Pannetone Bread and Butter Pudding


Bread and Butter Pudding is a most irresistible way of using up leftover white bread – this is a particularly delicious recipe.
Serves 6-8
12 slices Pannetone or good-quality white bread, crusts removed
2 ozs (55g/½ stick) butter, preferably unsalted
½ teasp. freshly-grated nutmeg or cinnamon
7 ozs (200g/1¼ cups) Lexia raisins or plump sultanas
16 fl ozs (475ml/2 cups) cream
8 fl ozs (225ml/1 cup) milk
4 large eggs, beaten lightly
1 teasp. pure vanilla essence or a dash of Eau de Vie or brandy
6 ozs (170g/¾ cup) sugar
1 tablesp. (4 American teasp.) sugar for sprinkling on top of the pudding
Softly-whipped cream
1 x 8 inches (20.5cm) square pottery or china dish

Butter the pannetone or bread and arrange 4 slices, buttered side down, in one layer in a dish. Sprinkle with half the nutmeg or cinnamon and half the raisins, arrange another layer of bread, buttered side down, over the raisins, and sprinkle the remaining spice and fruit on top. Cover the raisins with the remaining pannetone or bread, buttered side down.

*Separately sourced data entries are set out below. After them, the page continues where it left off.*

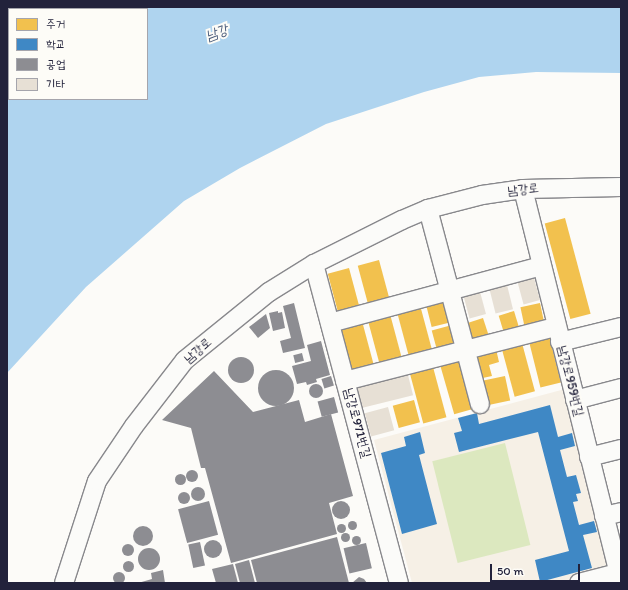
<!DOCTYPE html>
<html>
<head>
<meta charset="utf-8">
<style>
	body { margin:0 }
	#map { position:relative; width:628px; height:590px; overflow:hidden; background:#fcfbf8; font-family:Itim,"Poor Story",sans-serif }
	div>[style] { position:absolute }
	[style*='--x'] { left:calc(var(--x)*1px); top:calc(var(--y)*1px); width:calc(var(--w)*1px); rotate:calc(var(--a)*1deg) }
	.built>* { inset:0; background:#f6f0e6 }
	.green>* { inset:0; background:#dce8bf; transform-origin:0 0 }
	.water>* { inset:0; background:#afd4ef }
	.homes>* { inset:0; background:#f2c14e; transform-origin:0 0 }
	.schools>* { inset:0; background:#3f88c5 }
	.industry>* { inset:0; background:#8d8d92; transform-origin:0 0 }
	.round { border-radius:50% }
	.building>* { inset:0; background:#e7e0d5; transform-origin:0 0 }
	.roads { filter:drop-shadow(1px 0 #88888c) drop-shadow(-1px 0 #88888c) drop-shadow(0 1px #88888c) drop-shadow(0 -1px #88888c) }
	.minor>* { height:18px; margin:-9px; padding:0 9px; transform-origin:9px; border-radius:9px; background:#fbfbf9 }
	span { translate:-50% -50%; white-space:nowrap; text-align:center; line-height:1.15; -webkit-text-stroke:4px #fdfcf7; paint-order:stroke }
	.street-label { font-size:13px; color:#22223b }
	.water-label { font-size:14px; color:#485a79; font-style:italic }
	.frame { position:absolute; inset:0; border:8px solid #22223b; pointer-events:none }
	.legend { position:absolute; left:8px; top:8px; width:140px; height:92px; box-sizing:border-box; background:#fdfcf7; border:1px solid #a5a5ac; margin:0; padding:5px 7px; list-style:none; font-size:12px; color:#22223b }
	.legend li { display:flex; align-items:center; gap:8px; height:20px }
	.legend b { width:20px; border:1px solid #a5a5ac }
	.scale { position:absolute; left:490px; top:564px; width:90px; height:18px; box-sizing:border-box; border:2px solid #22223b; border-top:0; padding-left:5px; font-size:12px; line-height:14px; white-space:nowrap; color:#22223b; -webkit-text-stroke:3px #fdfcf7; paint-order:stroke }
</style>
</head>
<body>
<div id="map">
	<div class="built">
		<div style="clip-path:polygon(565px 389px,611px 568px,605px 574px,565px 583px,412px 583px,374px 440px)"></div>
	</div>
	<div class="green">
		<div style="left:505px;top:443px;width:105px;height:75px;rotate:76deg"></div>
	</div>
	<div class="water">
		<div style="clip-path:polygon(evenodd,7px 7px,621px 7px,621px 73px,536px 72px,479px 77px,424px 92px,326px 124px,240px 168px,184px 201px,86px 287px,7px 373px,7px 7px,9px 9px,147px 9px,147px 99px,9px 99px,9px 9px)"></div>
	</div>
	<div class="homes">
		<div style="left:565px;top:218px;width:99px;height:21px;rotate:75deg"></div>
		<div style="left:379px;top:260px;width:41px;height:22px;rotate:75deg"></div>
		<div style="left:349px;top:268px;width:46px;height:22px;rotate:75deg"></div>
		<div style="left:445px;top:298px;width:25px;height:20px;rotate:76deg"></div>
		<div style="left:540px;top:303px;width:24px;height:20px;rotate:78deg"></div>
		<div style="left:420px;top:305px;width:52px;height:24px;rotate:75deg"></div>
		<div style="left:514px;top:311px;width:24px;height:16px;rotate:73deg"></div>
		<div style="left:390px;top:314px;width:51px;height:23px;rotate:75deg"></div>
		<div style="left:483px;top:318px;width:23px;height:21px;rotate:72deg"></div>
		<div style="left:362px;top:321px;width:51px;height:24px;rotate:75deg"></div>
		<div style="left:452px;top:325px;width:24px;height:21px;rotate:75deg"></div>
		<div style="left:549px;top:335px;width:49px;height:21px;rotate:76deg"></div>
		<div style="left:522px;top:343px;width:50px;height:21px;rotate:75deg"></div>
		<div style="clip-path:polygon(496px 349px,499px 362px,489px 365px,492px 376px,478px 379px,472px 356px)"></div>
		<div style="left:462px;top:358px;width:52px;height:23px;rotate:74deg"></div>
		<div style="left:433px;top:367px;width:52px;height:24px;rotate:75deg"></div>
		<div style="left:505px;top:376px;width:25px;height:22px;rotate:78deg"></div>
		<div style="left:414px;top:400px;width:23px;height:22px;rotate:75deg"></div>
	</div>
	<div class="schools">
		<div style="clip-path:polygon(550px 405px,558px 437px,572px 433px,575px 446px,560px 450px,567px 477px,576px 475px,581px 493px,576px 494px,578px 501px,573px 502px,579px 525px,594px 521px,597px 532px,583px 535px,592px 568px,540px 582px,535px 560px,569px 551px,538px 432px,459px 452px,454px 433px,462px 431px,458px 418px,477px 413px,479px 424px)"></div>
		<div style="clip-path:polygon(420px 432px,425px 453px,419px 455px,437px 524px,402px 534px,381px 453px,406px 446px,404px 437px)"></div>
	</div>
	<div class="industry">
		<div style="clip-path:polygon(294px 303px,305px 348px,283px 353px,280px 341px,291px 338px,283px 306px)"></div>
		<div style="clip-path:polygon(278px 311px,278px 313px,282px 312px,285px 328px,273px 331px,269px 313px)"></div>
		<div style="clip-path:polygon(266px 314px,270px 328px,258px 338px,249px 327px)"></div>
		<div style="clip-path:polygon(321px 341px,330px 375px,316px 379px,317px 382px,307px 385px,306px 382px,297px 384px,292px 366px,311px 361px,307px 345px)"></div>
		<div style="left:302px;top:353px;width:8px;height:9px;rotate:76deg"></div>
		<div class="round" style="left:228px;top:357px;width:26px;height:26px"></div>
		<div class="round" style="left:258px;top:370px;width:36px;height:36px"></div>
		<div style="clip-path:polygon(214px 371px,253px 412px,299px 400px,305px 422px,331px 414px,353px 496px,329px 503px,337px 534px,231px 563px,205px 468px,201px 468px,191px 428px,162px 420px)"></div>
		<div style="left:331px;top:376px;width:10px;height:10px;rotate:73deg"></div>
		<div class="round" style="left:309px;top:384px;width:14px;height:14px"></div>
		<div style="left:334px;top:397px;width:16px;height:17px;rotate:75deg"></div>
		<div class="round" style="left:186px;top:470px;width:12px;height:12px"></div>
		<div class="round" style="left:174.5px;top:473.5px;width:11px;height:11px"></div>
		<div class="round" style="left:191px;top:487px;width:14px;height:14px"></div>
		<div class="round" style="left:178px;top:492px;width:12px;height:12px"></div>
		<div style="left:209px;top:501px;width:35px;height:32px;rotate:75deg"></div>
		<div class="round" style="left:332px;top:501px;width:18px;height:18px"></div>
		<div class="round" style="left:347.5px;top:520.5px;width:9px;height:9px"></div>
		<div class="round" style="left:336.5px;top:523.5px;width:9px;height:9px"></div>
		<div class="round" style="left:133px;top:526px;width:20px;height:20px"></div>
		<div class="round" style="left:340.5px;top:532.5px;width:9px;height:9px"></div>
		<div class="round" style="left:351.5px;top:535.5px;width:9px;height:9px"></div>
		<div style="clip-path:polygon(337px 537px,349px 583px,257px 583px,251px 560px)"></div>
		<div class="round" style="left:204px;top:540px;width:18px;height:18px"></div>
		<div style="left:200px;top:542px;width:24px;height:12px;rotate:78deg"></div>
		<div style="left:366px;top:543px;width:26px;height:23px;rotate:77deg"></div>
		<div class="round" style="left:122px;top:544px;width:12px;height:12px"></div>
		<div class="round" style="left:138px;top:548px;width:22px;height:22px"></div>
		<div style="clip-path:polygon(249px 560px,255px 583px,240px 583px,235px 564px)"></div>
		<div class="round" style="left:122.5px;top:560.5px;width:11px;height:11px"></div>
		<div style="clip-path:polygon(233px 564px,238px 583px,216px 583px,212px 569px)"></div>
		<div style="clip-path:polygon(163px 570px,165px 583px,138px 583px,152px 579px,151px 573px)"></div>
		<div class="round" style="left:113px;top:572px;width:12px;height:12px"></div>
		<div style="clip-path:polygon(359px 577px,364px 579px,367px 583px,352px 583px)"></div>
	</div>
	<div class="building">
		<div style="left:533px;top:274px;width:27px;height:17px;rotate:75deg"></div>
		<div style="left:506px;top:281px;width:29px;height:18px;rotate:76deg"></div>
		<div style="left:479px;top:288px;width:27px;height:17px;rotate:75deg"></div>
		<div style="left:407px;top:371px;width:25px;height:54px;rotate:76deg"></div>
		<div style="left:388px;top:407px;width:24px;height:24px;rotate:75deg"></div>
	</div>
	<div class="roads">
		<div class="minor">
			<div style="--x:523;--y:189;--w:396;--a:76"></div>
			<div style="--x:428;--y:209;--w:202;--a:75.1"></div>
			<div style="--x:314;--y:264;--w:330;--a:75.1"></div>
			<div style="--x:330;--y:323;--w:219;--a:-15.1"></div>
			<div style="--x:560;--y:342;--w:63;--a:-13.8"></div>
			<div style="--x:345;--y:381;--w:218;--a:-14.4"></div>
			<div style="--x:575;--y:400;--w:48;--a:-14.6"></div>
			<div style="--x:589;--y:457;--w:33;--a:-14"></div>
			<div style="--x:604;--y:516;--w:17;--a:-13"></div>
			<div style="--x:64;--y:583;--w:107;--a:-72.1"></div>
			<div style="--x:97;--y:481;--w:66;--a:-56.1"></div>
			<div style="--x:134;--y:426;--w:83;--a:-52.3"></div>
			<div style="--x:185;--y:360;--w:108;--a:-39"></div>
			<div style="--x:269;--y:292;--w:53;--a:-31.9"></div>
			<div style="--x:314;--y:264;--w:98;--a:-26.6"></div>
			<div style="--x:402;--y:220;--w:28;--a:-23"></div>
			<div style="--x:428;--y:209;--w:56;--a:-14.5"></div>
			<div style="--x:482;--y:195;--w:41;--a:-8.3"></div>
			<div style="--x:523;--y:189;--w:98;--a:-1.2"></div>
			<div style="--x:579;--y:583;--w:43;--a:-14.7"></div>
		</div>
	</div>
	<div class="street-label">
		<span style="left:523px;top:190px;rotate:-6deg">남강로</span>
		<span style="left:198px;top:351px;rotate:-41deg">남강로</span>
		<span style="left:570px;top:381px;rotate:76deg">남강로959번길</span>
		<span style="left:357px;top:423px;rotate:75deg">남강로971번길</span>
	</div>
	<div class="water-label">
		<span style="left:217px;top:33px;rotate:-20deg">남강</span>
	</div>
	<div class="frame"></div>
	<ul class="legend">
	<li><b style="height:11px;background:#f2c14e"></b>주거</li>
	<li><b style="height:11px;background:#3f88c5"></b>학교</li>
	<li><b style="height:11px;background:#8d8d92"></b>공업</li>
	<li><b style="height:11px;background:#e7e0d5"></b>기타</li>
	</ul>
	<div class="scale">50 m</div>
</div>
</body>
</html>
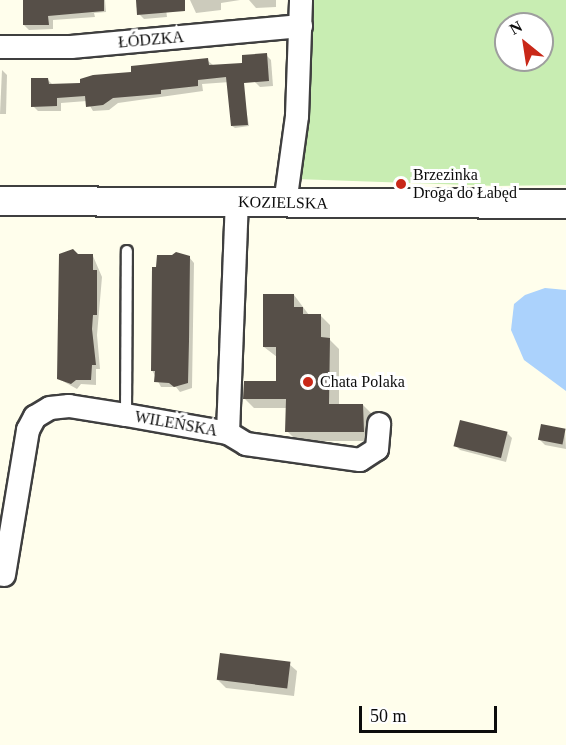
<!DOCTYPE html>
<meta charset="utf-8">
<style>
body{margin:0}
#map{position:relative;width:566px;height:745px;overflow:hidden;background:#fffeec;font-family:Georgia,serif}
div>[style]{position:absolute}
.green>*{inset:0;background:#c8edb2}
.water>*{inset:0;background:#abd2fc}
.shadow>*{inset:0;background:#0003}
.building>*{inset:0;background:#564f48;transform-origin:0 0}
.roads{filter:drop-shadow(2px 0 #3f3f3f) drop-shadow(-2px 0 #3f3f3f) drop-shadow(0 2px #3f3f3f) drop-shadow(0 -2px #3f3f3f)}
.service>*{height:10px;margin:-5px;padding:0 5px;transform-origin:5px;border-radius:5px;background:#fff}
.minor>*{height:22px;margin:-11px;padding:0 11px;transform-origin:11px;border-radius:11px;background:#fff}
.tertiary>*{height:28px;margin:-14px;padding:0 14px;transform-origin:14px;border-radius:14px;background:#fff}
.dots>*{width:16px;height:16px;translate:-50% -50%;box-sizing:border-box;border:3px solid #fff;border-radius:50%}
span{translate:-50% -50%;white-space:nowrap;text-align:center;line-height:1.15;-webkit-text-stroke:6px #fff;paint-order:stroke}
.street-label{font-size:16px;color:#0c0c0c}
.poi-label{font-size:16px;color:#0c0c0c}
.left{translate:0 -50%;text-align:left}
.north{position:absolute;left:494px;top:12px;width:60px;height:60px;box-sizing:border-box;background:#fff;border:2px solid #9e9e9e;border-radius:50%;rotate:330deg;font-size:16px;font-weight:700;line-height:24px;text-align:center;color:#0c0c0c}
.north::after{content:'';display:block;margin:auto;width:21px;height:27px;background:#c92818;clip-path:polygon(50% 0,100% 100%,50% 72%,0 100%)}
.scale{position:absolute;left:359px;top:706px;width:138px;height:27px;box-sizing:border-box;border:3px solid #0c0c0c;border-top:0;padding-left:8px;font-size:18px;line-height:21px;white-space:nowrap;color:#0c0c0c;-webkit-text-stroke:4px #fff;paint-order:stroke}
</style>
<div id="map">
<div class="green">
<i style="clip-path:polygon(evenodd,307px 0,566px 0,566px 185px,498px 186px,295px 179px,307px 0,506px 24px,542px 24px,542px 60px,506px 60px,506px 24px)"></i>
</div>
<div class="water">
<i style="clip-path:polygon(545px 288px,566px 290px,566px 391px,524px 360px,511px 330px,514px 304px,525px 295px)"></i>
</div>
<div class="shadow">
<i style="clip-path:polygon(24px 0,105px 0,106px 12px,94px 13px,95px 17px,53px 20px,53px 29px,29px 30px,24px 25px)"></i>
<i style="clip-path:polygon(138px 0,165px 0,167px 17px,144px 19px,139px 14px)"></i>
<i style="clip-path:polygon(190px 0,240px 0,221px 3px,221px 10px,196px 13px)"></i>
<i style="clip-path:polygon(249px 0,276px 0,276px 7px,256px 8px)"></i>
<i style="clip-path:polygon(266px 55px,271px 60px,273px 86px,260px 87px,255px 82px)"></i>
<i style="clip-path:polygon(207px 60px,213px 65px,224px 65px,230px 82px,202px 84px,203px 91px,118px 103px,109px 110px,93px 111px,87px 101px,61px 103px,61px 111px,38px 111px,33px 106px,48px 80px,53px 85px,82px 84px)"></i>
<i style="clip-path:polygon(2px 70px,7px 75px,6px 114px,0 114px)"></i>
<i style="clip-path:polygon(246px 109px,249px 126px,235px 128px,232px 126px)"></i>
<i style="clip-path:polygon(77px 256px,93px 256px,102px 277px,97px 335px,100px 369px,96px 369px,96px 385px,81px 384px,77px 389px,59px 379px)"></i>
<i style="clip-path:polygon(189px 257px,194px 263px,192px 388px,180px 392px,176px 387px,161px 387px,152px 370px)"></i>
<i style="clip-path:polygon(294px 295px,309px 315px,320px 315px,330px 325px,330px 340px,339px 349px,339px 405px,363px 405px,373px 415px,373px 441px,297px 441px,287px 431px,287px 408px,254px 408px,244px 398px,277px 383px,277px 357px,264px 347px)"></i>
<i style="clip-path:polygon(565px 430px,566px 449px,545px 445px,540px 440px)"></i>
<i style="clip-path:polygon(507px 433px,512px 438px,506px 462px,460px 450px,455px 445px)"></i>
<i style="clip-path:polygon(289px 664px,297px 671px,294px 696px,226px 688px,218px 680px)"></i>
</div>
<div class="building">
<i style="clip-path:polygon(23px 0,104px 0,104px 11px,48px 16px,49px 25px,23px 25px)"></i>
<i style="clip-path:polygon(136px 0,185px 0,185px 11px,137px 15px)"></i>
<i style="clip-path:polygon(267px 53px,269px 81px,244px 83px,248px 125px,231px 126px,226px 77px,198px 80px,198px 86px,161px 90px,161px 94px,113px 98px,103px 105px,86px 107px,85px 96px,57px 98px,57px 106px,31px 107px,31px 78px,48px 78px,49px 84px,80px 83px,80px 79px,93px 75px,131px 72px,131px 66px,208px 58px,209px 65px,242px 63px,242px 55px)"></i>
<i style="clip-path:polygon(73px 249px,78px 254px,93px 254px,93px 270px,97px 270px,97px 315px,93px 315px,92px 329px,96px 365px,92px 365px,91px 380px,76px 380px,71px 384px,57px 379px,59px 254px)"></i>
<i style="clip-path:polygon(176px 252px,190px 256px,189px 341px,188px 383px,174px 387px,169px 383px,154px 382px,155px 371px,151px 371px,152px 267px,156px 267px,157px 255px,172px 255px)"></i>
<i style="clip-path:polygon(263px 294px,294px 294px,294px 307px,303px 307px,303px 314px,321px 314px,321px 337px,330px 338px,329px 404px,363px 404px,364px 432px,285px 432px,286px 399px,243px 399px,244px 381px,276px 381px,276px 347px,263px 347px)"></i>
<i style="left:460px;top:420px;width:49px;height:27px;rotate:14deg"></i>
<i style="left:541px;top:424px;width:25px;height:16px;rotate:11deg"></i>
<i style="left:220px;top:653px;width:71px;height:27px;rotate:7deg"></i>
</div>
<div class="roads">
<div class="service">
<i style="left:126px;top:415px;width:164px;rotate:-89.7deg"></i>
</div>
<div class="minor">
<i style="left:0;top:47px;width:71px"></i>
<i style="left:71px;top:47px;width:231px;rotate:-5.2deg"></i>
<i style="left:285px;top:204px;width:89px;rotate:-82.2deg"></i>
<i style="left:297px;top:116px;width:116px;rotate:-88deg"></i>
<i style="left:228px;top:433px;width:230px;rotate:-87.8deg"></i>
<i style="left:4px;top:575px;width:147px;rotate:-80.6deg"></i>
<i style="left:28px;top:430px;width:15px;rotate:-62deg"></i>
<i style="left:35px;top:417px;width:17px;rotate:-31deg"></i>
<i style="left:50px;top:408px;width:19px;rotate:-6deg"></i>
<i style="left:69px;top:406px;width:58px;rotate:9deg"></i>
<i style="left:126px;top:415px;width:104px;rotate:10deg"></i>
<i style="left:228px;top:433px;width:21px;rotate:31deg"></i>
<i style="left:246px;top:444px;width:115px;rotate:8deg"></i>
<i style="left:360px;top:460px;width:20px;rotate:-33deg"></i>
<i style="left:377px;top:449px;width:25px;rotate:-85deg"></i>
</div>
<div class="tertiary">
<i style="left:0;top:201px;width:566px;rotate:0.3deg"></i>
</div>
</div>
<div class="dots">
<i style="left:401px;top:184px;background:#c92818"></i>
<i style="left:308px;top:382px;background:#c92818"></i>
</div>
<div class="street-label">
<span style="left:151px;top:40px;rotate:-5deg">ŁÓDZKA</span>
<span style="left:283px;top:203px;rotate:1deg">KOZIELSKA</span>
<span style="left:176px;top:424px;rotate:10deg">WILEŃSKA</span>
</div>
<div class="poi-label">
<span class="left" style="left:413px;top:184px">Brzezinka<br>Droga do Łabęd</span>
<span class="left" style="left:320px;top:382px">Chata Polaka</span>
</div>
<div class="north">N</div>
<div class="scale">50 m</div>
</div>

In a bowl whisk together the cream, milk, eggs, vanilla essence, eau de vie or brandy if using and sugar. Pour the mixture through a sieve over the pudding. Sprinkle the sugar over the top and let the mixture stand, covered loosely, at room temperature for at least 1 hour or chill overnight.
Bake in a bain-marie – the water should be half way up the sides of the baking dish. Bake in the middle of a preheated oven, 180C/350F/regulo 4, for 1 hour approx. or until the top is crisp and golden. Serve the pudding warm with some softly-whipped cream.